CHRISTOPHER HAYES: So I guess it’s — it depends on what do you think you’re waiting for. So if you are in a hospital and you need surgery you don’t wait. It gets done in — if it needs to be done in 30 minutes it will be done in 30 minutes. If you need an MRI for care provided in a hospital you will get it whenever — depending on where you are because not every hospital has an MRI, but you will be prioritized and that will happen probably as quickly as it can be done anywhere. It is as the priority drops or is deemed less by whomever that the wait — so the waits are how long will you wait to see a specialist after seeing your family doctor. I mean, the one that people will talk about is cataracts, hip surgeries, non — not cancer type surgeries, where there — things will get worse if you don’t get treated. And so you can wait months for those surgeries."

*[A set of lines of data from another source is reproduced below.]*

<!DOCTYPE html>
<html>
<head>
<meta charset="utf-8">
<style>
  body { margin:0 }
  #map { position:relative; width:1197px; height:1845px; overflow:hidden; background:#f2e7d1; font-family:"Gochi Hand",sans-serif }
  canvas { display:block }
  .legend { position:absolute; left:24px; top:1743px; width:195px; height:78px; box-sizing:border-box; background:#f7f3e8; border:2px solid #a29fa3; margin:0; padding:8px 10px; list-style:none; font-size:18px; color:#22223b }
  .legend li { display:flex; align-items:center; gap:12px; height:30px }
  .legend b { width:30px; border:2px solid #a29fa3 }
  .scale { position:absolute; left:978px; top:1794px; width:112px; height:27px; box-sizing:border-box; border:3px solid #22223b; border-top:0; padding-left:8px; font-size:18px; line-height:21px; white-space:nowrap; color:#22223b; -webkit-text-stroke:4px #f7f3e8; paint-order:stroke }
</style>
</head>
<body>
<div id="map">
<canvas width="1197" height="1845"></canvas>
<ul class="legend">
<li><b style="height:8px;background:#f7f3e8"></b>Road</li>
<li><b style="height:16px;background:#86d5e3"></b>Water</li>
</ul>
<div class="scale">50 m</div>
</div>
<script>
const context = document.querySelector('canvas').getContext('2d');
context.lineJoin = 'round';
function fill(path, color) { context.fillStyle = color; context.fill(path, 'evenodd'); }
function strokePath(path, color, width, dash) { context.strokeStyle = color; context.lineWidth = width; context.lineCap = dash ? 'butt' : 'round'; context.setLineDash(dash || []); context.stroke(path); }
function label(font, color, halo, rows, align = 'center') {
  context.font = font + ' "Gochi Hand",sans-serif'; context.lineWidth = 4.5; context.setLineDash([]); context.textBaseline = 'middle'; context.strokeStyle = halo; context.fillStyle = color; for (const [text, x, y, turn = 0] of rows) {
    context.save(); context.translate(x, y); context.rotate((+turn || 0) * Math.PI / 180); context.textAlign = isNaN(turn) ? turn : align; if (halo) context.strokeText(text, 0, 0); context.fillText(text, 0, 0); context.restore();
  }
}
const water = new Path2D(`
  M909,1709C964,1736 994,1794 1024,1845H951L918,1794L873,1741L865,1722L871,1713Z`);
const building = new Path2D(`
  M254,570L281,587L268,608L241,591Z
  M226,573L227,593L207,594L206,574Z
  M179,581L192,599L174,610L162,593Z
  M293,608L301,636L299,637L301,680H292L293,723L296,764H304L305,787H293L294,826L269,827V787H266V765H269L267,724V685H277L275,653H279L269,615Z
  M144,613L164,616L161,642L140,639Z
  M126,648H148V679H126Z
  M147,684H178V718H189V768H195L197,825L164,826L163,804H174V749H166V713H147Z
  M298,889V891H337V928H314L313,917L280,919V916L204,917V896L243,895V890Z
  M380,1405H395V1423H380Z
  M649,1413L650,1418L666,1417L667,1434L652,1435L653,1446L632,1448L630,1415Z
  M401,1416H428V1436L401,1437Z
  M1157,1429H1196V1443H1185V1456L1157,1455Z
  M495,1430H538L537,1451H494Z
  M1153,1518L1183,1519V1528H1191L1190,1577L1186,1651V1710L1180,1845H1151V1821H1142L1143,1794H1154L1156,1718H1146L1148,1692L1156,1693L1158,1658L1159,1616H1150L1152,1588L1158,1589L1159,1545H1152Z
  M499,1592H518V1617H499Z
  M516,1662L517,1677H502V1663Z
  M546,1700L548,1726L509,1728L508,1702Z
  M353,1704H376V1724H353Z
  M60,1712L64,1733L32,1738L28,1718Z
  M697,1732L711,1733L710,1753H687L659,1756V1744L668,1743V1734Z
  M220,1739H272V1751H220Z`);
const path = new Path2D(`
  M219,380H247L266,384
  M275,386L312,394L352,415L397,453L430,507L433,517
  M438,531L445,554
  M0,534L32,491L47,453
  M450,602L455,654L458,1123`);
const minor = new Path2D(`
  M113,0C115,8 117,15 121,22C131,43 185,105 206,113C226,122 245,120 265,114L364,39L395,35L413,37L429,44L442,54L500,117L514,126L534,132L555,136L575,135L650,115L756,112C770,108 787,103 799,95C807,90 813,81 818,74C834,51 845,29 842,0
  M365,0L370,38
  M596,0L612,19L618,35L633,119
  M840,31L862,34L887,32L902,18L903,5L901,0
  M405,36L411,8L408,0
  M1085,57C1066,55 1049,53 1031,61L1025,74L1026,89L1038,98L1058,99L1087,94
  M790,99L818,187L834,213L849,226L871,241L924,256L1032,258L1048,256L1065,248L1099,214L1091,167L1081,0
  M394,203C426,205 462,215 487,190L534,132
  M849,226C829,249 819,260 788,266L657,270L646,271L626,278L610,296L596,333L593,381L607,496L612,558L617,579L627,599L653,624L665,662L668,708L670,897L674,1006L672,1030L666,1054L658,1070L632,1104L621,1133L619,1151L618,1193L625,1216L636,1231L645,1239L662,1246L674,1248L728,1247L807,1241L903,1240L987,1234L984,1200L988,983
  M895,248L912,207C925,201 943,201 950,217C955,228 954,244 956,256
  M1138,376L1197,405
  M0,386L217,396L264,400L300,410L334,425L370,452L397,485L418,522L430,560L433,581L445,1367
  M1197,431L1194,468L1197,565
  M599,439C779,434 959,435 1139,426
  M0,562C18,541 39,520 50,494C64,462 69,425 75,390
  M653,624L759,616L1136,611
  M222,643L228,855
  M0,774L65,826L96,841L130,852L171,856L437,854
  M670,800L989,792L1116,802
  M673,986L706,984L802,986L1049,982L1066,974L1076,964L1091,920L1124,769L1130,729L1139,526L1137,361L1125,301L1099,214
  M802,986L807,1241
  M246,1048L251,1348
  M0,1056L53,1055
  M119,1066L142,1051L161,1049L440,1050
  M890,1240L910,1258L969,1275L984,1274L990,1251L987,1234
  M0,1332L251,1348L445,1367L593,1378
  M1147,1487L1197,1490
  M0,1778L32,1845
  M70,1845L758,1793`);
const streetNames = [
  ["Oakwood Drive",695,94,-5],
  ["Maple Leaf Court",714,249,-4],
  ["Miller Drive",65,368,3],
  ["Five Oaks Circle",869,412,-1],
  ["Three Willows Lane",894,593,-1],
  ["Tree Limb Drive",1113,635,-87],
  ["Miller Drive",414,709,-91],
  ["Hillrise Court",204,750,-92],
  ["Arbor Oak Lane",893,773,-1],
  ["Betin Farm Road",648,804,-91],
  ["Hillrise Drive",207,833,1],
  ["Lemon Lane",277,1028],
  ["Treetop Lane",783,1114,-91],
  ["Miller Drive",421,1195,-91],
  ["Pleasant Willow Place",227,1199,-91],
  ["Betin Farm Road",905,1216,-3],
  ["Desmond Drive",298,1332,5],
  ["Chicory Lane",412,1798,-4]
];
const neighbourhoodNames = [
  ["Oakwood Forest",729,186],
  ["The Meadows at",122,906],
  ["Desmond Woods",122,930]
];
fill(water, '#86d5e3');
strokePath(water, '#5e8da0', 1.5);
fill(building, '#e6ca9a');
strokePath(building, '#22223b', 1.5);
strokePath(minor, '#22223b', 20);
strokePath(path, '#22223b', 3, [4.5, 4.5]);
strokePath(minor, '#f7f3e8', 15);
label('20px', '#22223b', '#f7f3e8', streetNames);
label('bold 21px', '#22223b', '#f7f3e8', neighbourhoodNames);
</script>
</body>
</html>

Funding of US Biomedical Research, 2003-2008 - "In 2007, industry (58%) was the largest funder, followed by the federal government (33%)"

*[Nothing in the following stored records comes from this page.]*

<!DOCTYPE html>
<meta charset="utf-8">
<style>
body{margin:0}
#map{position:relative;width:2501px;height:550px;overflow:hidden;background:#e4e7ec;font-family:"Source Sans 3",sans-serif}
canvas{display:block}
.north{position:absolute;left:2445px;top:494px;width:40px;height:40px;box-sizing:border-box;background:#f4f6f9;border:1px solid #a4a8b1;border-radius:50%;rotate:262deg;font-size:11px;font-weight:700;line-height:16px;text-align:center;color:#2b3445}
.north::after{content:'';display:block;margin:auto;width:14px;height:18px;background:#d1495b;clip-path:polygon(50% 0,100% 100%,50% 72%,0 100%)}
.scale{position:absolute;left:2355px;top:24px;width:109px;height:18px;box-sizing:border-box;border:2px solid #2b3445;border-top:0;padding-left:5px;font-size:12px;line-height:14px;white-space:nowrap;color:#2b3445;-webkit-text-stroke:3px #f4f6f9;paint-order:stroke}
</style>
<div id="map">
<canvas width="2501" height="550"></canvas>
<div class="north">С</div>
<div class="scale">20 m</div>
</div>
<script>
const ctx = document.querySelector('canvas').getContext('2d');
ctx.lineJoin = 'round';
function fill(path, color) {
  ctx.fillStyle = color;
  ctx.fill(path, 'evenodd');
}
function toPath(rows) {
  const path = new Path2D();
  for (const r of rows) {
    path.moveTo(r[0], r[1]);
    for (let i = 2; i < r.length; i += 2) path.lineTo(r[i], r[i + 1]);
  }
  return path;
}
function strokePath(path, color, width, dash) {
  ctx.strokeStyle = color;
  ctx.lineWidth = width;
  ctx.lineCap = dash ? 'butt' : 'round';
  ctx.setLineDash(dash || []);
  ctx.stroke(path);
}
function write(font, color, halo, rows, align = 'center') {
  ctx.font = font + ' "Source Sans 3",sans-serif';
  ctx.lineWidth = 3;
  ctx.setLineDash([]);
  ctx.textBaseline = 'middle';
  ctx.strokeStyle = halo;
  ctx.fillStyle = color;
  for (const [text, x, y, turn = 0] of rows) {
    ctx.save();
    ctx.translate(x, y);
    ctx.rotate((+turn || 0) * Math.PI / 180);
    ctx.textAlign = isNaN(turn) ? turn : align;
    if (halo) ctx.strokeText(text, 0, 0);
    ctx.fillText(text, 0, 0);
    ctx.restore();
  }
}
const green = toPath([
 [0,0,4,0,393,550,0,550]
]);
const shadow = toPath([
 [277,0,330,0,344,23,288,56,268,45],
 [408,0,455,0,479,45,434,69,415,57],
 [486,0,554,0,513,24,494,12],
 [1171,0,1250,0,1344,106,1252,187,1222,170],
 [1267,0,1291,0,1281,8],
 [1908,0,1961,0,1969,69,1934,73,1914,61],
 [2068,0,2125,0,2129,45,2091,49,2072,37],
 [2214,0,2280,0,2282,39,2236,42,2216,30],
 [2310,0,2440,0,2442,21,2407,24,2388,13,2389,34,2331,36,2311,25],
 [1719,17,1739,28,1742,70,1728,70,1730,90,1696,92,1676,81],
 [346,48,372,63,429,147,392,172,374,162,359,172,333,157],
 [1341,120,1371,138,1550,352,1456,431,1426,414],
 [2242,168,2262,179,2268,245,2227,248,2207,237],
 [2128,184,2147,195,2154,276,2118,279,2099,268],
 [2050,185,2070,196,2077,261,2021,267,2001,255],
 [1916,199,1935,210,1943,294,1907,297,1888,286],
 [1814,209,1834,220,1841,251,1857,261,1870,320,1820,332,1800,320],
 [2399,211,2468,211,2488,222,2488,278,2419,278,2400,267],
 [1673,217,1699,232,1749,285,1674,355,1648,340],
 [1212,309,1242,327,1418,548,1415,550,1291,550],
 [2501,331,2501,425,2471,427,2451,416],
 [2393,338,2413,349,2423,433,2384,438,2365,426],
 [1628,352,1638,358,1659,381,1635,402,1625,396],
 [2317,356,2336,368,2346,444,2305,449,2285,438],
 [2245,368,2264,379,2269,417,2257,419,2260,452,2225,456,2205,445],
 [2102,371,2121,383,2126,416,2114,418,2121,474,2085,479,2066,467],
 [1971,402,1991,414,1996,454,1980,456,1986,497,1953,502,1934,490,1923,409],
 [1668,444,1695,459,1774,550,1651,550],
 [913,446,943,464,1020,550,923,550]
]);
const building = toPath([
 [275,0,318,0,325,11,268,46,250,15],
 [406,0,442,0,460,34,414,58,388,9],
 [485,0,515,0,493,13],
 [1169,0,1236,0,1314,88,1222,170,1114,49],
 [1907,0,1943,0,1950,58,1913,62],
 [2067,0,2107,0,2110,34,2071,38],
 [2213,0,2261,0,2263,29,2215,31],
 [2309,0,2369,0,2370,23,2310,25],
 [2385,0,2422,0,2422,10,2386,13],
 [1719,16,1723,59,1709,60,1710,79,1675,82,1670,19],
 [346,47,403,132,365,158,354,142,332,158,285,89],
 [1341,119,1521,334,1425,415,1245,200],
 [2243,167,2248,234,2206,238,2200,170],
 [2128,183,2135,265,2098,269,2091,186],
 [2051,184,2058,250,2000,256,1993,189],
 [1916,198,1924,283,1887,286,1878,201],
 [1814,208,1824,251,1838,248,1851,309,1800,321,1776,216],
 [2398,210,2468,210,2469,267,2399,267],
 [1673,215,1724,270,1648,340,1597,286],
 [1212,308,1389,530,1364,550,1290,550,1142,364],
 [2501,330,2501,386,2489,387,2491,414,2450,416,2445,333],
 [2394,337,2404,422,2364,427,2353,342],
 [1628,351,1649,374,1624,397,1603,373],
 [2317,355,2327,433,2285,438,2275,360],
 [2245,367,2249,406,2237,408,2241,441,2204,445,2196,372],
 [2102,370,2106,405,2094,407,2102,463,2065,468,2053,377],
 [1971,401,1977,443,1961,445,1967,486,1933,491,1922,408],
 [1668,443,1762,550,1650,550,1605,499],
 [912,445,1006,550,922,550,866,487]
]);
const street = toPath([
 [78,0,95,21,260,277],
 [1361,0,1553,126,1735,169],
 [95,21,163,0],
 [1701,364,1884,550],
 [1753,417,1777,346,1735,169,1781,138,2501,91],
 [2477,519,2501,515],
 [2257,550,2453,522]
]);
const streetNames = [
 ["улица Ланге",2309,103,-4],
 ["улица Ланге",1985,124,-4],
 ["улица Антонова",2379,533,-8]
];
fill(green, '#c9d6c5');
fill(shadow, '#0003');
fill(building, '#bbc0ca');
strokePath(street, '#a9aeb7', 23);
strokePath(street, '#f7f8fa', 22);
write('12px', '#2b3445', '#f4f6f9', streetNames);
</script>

For all the clamour about how drug prices in the US are unjustly high because drug research is mostly funded by taxpayers (bonus points for blaming Trump even though he's actually done some good in this aspect), the facts are much less sexy

Graham Cox's answer to Why are Europeans so proud of their health care? I have been in hospital in Sweden and the care isn't better than in the US. - Quora
Comment: "The US system is ridiculously expensive, because it’s market based, and the market responds to consumer pressure. It used to be that most healthcare plans were HMOs; you’d designate a primary-care-physician (GP) who would refer you. Consumers said, “I don’t want to go to some under-qualified GP (obviosly that’s not true), I want a specialist!”; and insurance companies said mmmkay. In came PPOs; now patients go to a gastroenterologist when they have a stomach ache, a neurosurgeon when they have a headache, and an opthamologist to get their routine eye exam. The result is worse care (because it’s not coordinated by a single doctor), and many times more expensive. Same thing with brand name drugs. And dozens of other things. But in US culture, a government telling them that a GP will provide better care is NOT going to work - US psyche is trained to belief that government is ineffective. The FDA has gone crazy trying to push generic drugs, yet brand name drugs still outsell generics."
"Most of the battery of tests a US hospital will insist on are taken for evidence in case of a subsequent malpractice suit, not for an actual clinical need."